To some extent, pigs resemble humans in terms of physiology and anatomy.[24] Nonetheless, the interspecies and age-related differences are important to consider before uncritically extrapolating these results to a clinical setting. Applying the Cierny–Mader classification, these pigs may represent an A-host with both a good immune response and local delivery of the antimicrobial.[25] Furthermore, the animals in the present study did not suffer from either open tibial fracture or chronic osteomyelitis. Previous studies have, however, shown that bone infections lower the antimicrobial penetration by inducing intratrabecular suppuration resulting in ischaemic osseous sequestration and reduced vascularization.[1,2,7,25,26] Chronic osteomyelitis may therefore lead to shorter T>MIC values and lower penetration ratios in bone, than found in this study. Moreover, the presence of bacterial biofilm will increase the pathogens tolerance towards the antimicrobial due to increased MIC values.[27] In contrast, fractures may lead to higher antimicrobial bone concentrations. Fractures are typically associated with an acute decrease in the bone blood flow. However, during the first day, the blood flow in the bone rapidly increases three to six times due to angiogenic mechanisms.[28,29] This may, in contrast with bone infections, lead to longer T>MIC and higher bone penetration ratios. Nonetheless, this remains speculative, and future studies investigating antimicrobial bone concentration after open tibial fractures and in chronic osteomyelitis are warranted.

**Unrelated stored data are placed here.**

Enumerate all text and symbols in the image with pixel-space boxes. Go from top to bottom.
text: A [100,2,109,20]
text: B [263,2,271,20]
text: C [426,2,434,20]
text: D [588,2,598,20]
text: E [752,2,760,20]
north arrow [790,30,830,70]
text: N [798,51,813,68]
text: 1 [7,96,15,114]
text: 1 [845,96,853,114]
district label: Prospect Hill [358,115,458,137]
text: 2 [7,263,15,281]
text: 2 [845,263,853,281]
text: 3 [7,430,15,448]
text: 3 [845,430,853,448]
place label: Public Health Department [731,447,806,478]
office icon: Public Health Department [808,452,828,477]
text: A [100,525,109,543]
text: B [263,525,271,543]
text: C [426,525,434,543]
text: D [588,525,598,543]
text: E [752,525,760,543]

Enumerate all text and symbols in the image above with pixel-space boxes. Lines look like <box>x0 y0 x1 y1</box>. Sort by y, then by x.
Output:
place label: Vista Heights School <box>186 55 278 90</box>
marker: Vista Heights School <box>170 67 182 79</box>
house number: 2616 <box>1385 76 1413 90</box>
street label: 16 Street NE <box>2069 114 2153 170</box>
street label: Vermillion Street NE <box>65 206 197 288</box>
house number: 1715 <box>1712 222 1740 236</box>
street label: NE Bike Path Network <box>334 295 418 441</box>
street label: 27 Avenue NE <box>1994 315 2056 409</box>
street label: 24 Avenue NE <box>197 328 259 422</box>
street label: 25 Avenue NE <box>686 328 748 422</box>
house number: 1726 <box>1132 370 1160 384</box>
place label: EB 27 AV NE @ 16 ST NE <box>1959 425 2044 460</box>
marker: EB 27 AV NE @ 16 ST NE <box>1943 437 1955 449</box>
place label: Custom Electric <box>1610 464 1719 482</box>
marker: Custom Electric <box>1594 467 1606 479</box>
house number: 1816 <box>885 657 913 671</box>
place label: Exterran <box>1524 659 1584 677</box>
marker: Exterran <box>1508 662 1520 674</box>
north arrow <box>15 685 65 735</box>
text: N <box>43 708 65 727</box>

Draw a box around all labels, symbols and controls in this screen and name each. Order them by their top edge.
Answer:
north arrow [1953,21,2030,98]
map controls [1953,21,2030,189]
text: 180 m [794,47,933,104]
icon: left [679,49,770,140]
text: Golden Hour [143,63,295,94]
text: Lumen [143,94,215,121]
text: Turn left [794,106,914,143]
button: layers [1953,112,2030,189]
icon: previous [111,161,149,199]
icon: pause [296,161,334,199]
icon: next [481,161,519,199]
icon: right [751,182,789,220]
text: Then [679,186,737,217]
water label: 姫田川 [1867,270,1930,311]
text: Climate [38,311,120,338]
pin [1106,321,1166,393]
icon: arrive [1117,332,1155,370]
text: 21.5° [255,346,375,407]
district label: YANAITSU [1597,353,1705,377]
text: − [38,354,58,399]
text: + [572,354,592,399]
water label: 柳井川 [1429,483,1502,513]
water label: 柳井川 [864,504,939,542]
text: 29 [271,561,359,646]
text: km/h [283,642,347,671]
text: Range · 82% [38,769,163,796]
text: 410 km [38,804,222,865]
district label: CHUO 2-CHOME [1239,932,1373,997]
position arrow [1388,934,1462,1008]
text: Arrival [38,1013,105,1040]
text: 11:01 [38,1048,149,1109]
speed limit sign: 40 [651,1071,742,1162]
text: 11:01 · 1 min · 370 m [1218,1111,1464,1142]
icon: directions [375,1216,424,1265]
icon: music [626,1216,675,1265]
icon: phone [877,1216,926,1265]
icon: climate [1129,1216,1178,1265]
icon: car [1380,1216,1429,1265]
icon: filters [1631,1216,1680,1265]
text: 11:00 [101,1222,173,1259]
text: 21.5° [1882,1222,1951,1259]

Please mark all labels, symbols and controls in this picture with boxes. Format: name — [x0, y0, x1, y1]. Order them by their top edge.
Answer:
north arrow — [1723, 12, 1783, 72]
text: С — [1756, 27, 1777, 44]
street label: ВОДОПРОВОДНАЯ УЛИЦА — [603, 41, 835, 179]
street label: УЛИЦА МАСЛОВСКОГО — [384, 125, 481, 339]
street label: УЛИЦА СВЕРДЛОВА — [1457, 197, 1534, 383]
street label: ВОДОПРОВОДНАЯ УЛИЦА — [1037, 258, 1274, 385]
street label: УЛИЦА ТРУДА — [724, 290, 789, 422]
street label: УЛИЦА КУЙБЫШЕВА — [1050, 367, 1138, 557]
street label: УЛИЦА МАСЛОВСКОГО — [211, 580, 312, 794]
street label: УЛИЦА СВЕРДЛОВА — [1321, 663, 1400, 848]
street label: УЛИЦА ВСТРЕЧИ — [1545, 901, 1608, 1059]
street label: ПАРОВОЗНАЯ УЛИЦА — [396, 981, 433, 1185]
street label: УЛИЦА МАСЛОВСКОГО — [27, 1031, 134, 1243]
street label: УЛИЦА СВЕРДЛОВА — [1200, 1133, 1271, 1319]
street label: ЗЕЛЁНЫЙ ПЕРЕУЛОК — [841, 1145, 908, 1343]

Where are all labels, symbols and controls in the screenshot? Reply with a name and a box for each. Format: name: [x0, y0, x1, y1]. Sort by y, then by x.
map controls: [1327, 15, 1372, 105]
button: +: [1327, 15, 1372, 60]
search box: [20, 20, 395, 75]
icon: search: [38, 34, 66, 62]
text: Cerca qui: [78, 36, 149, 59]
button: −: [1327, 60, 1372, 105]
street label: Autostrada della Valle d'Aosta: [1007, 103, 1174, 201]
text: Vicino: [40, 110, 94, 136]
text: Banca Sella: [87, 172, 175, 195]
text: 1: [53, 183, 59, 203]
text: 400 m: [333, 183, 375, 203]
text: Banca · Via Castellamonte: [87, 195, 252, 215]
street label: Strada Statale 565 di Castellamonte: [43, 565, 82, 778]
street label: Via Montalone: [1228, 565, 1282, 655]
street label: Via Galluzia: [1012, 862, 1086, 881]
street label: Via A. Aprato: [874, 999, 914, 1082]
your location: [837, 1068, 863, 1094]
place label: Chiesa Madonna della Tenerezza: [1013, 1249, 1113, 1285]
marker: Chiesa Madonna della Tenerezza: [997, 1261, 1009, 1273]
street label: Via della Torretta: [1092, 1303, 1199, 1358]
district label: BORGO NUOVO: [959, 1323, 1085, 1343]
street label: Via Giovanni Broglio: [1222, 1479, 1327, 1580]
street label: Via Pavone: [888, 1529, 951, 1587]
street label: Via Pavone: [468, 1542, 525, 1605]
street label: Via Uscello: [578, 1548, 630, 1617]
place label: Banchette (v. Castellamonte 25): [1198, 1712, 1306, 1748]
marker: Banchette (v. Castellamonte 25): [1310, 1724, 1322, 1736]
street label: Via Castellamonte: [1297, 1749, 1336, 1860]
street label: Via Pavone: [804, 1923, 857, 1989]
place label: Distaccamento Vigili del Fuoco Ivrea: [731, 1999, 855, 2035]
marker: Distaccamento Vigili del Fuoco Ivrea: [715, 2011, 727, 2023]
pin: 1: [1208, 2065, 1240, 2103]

In recent decades, microdialysis has emerged as a promising tool for antimicrobial pharmacokinetic studies in bone. This method is advantaged by serial sampling of the free and thus active fraction of drug from the interstitial space.[18] However, when performing microdialysis studies, it is important to realise that the mandatory correction for RR is associated with a magnification of the variations associated with preanalytical sample handling and the chemical assay. Consequently, RR should exceed 20% to minimize the variations, which increases with decreasing RR.[30] Our setup resulted in mean RRs in the range of 20.9% to 35.5%, which seems acceptable. Furthermore, the variation of the dialysate concentrations was comparable with those found in plasma. It should also be noted that the LLOQ for meropenem was 0.5 µg/ml. As such, we were not able to assess T>MIC for MICs below 0.5 µg/ml. However, this LLOQ was found to be acceptable, as clinical treatment targets below MICs of 0.5 µg/ml seem insufficient.

In conclusion, microdialysis was successfully applied for the assessment of meropenem concentrations in cancellous bone and SCT. The main finding of this study was short T>MIC in cancellous bone after intravenous administration of 1000 mg meropenem, where no animals achieved the target of 40% T>MIC for MICs of 4 µg/ml. Consequently, in order to achieve sufficient tissue concentration in the cases of open tibial fractures and chronic osteomyelitis, supplemental application of meropenem may be required.